Gerçeklerin Değişmesi Gerçekliği Kanıtlar

Gerçeklik ve algının epistemolojik boyutları, farklı perspektiflerin bir araya gelmesiyle oluşan gerçeklik kavramının evrimi ve bu sürecin bilgi teorisine olan etkilerini Dr. Yasin Ramazan Başaran Fokus+ için kaleme aldı.
Yasin Ramazan
Gerçeklerin Değişmesi Gerçekliği Kanıtlar
6 Mart 2024

Gerçeklik, perspektiflerin mantıksal toplamından oluşur. İnsan topluluğu değiştikçe perspektiflerin yani bakış açılarının toplamı da değiştiği için, gerçeklik algısı da değişir. Ancak gerçeklik değişmiş olur mu? Kimi düşünürler, gerçekliğin değiştiğini kabul etmiş, kimiyse daha ileri giderek her şeyin aslında bir perspektif meselesi olduğunu söylemiştir. Her şey perspektif meselesiyse, aslında değişen bir gerçeklik bile yoktur sadece gerçeklik yerine koyduğumuz perspektifler vardır. Dolayısıyla her şey bakış açısına bağlıdır. Gerçekliğin perspektife bağlı olduğunu ve aslında nihaî anlamda bir gerçekliğin olmadığını söyleyenler, gerçekliğin tek bir perspektife değil, perspektiflerin mantıksal toplamına bağlı olduğunu gözden kaçırıyorlar. Ve bu yüzden de bu mantıksal toplamın pragmatik yollarla sürekli düzelmesini hatalı yorumluyor, gerçeklik diye bir şeyin olmadığı sonucuna varıyorlar. Aslında tam olarak, gerçeklik algısının sürekli düzenlenmesi, gerçekliğin olmadığının değil olduğunun göstergesidir. 

Şüphe 

Gördüğünüz kırmızı bir elmanın herkese kırmızı göründüğünü nasıl bilirsiniz? Herkes o renge kırmızı diyor, tamam. Bu durumda algıladığımız her şey, yani dünya bize özel bir perspektife sahip olabilir demektir. Ancak herkese görünen kırmızının aynı renk olduğunu nereden biliriz? Eğer bu soru, sadece kırmızıyla veya renklerle ilgili olsaydı, sadece dikkat çekici olurdu ama üzerinde pek kafa yormaya değmezdi belki de. Sorunun kafa yormaya esas değen tarafı, eğer algıladığımız renklerin aynı olduğundan bahsedemiyorsak, seslerin, kokuların, tatların, dokunduğumuzda nesnelerin aynı olduğundan da bahsedemeyiz. Peki bu “perspektife özel olma” durumu bir görüntüden mi ibarettir? Ya dünya gerçekten bizim perspektifimizden ibaretse? 

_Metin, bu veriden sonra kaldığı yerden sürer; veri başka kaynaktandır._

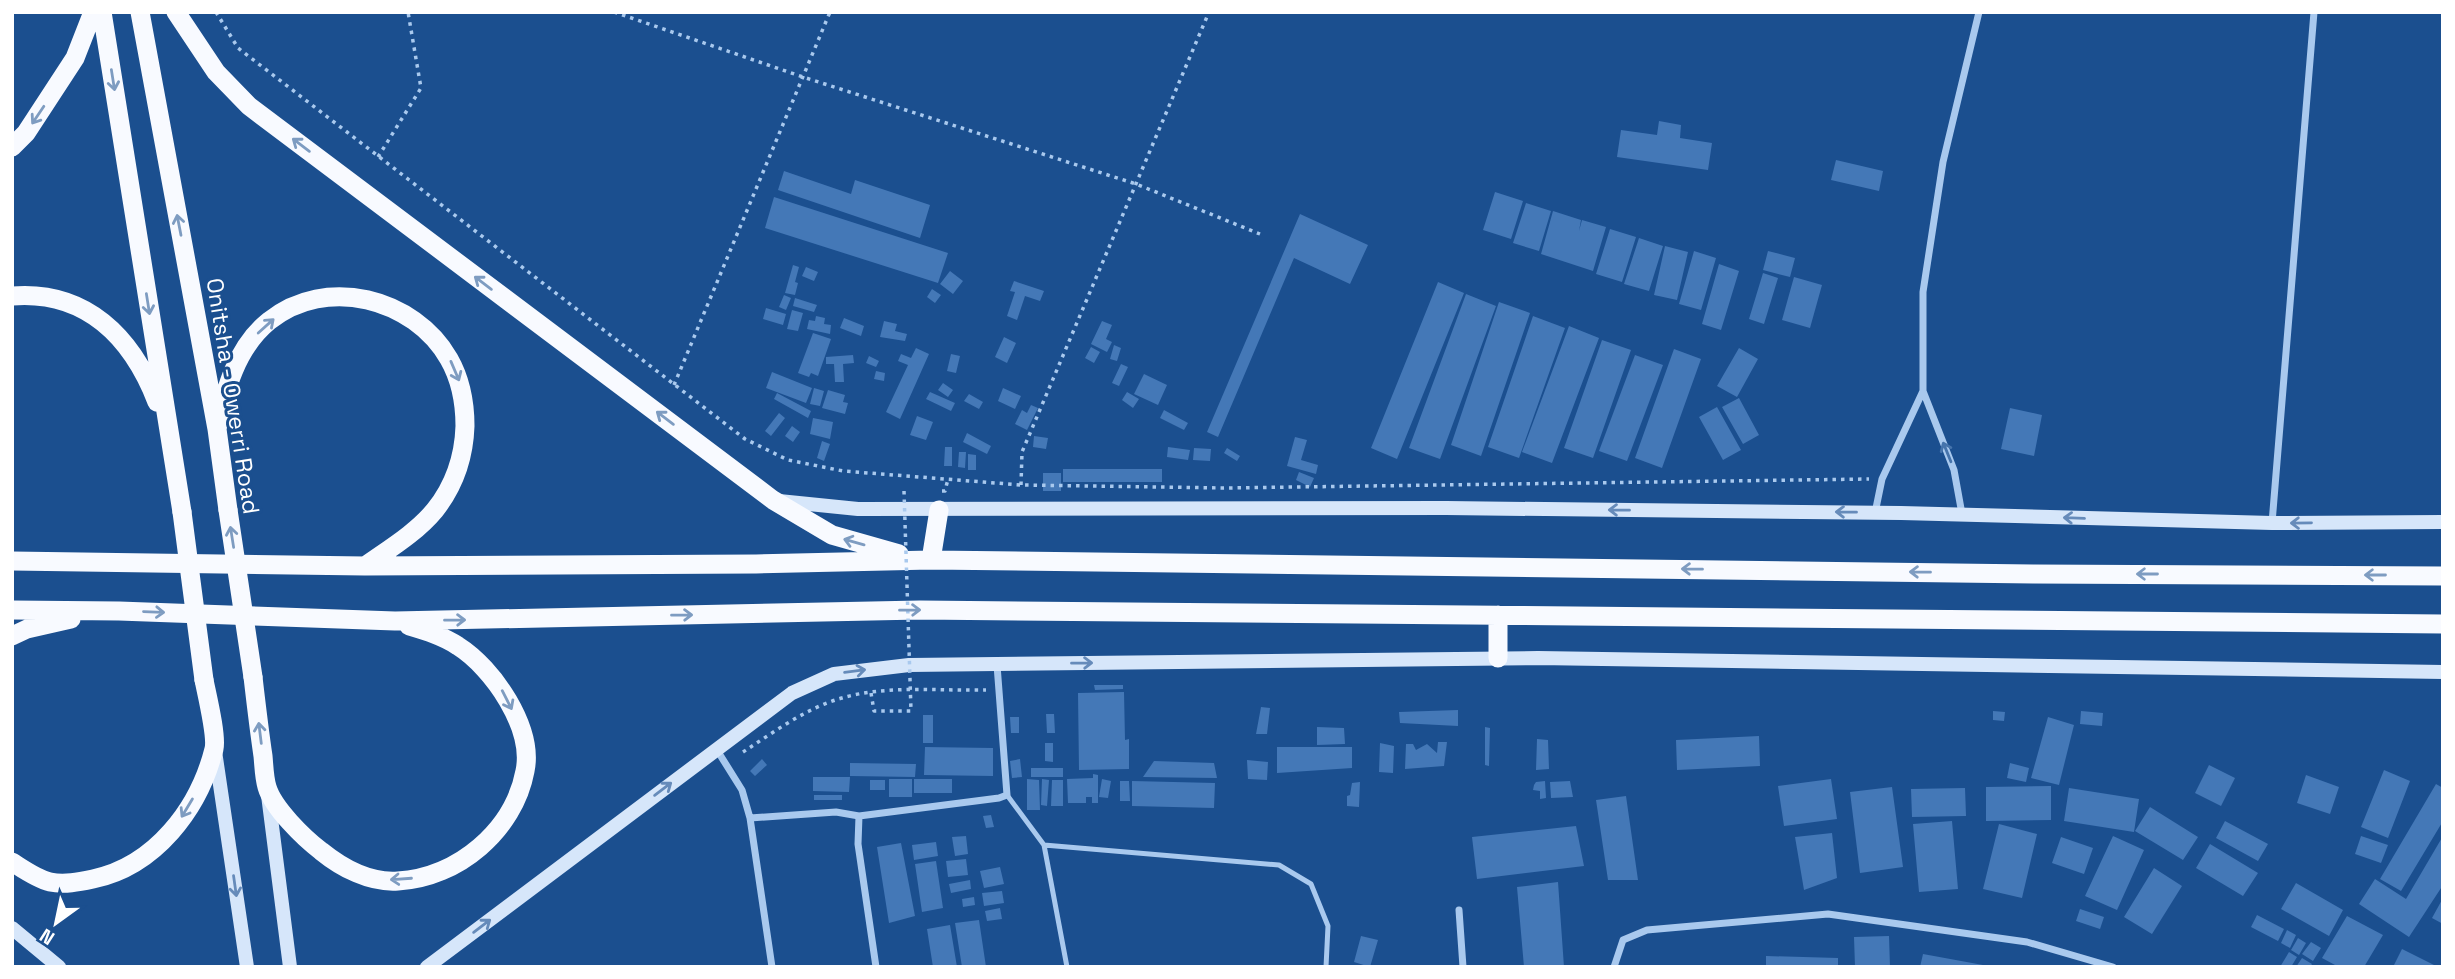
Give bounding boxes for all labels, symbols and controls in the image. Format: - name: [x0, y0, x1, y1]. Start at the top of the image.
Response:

İngiliz filozof Berkeley, “var olmak algılanmaktır” demişti. Bu aslında, Descartes’in algılarımızın doğruluğuna dair şüphesine bir cevaptı. Descartes bu şüpheden aklın rehberliğiyle çıkılabileceğini göstermek istemişti. Ama dünya gördüğümüz, duyduğumuz, dokunduğumuz algılarımızdan başka nedir ki? Berkeley, aklın bile algılarla oluştuğunu söyleyerek var olan her şeyin algıdan ibaret olduğunu, dolayısıyla algının doğruluğundan şüphe etmenin yersiz olduğunu düşündü. Ona göre, varlık algılarda ortaya çıkan bir deneyimdi. 

Berkeley’in her şeyin bir algıdan ibaret olduğu düşüncesi kendisine çok taraftar bulamadı. Ancak düşüncesine Hume ve Kant gibi önemli filozofların cevap vermesinden de anlaşılacağı üzere, dünya hakkında algı ve deneyime yaptığı vurgu etkisini devam ettirdi. Farklı isim ve şekillerde de olsa, bu etkiyi günümüzde de görebiliriz. Bu düşünceye göre, algılar perspektife bağlı olduğu için (elmanın rengi gibi), bilgi, doğru cevap, yanlış cevap, ahlaki iyilik, gerçeklik, sahtelik gibi hiçbir kavramın perspektif ötesinde bir anlamı yoktur. 

Nihaî bakış açısı 

Tüm gerçekliğin olduğu gibi görülebileceği temel bir perspektif olabilir mi? Yani her şeyin -mesela bir elmanın ve atomlarının, elmayı yiyen insanın aldığı hazzın ve bunun toplumsal etkisinin- nihaî olarak görünebileceği bir bakış açısı var mıdır? Eğer böyle tüm zamanların ve mekanların üstünde bir bakış açısı varsa, tüm bilgi ve görüşleri bu açıya göre düzenler, değiştirir ve gerçekliğe kavuşurduk. Nitekim nihaî bakış açısını elde etme ve şeylerin (şey: yani soyut ve somut tüm nesnelere felsefede verdiğimiz isim) gerçek yapısını görme, metafizik düşüncenin (aynı zamanda felsefenin) başlangıcından beri süregelen bir gayrettir. Bu gayrete, hemen hemen tüm dinlerin eşlik ettiğini gözden kaçırmamak gerek. Budizmde nirvana, Kur’an’da yakîn, tasavvufta fenafillah, stoacı felsefede yaşam nefesi gibi kavramlar nihaî bakış açısını ifade etmek için kullanılır. Sadece inanç düzeyinde değil, bilimsel bilginin nihaî olduğunu söyleyen bilim adamları da aslında aynı gayrete düşmüşlerdir. Materyalist ve natüralist eğilimli bilimsel çalışmalar, maddenin nihaî olduğunu söylemekten geri durmazlar. Kısacası, nihaî bir bakış açısına sahip olmak, çok eski ve yerleşik bir gayrettir. 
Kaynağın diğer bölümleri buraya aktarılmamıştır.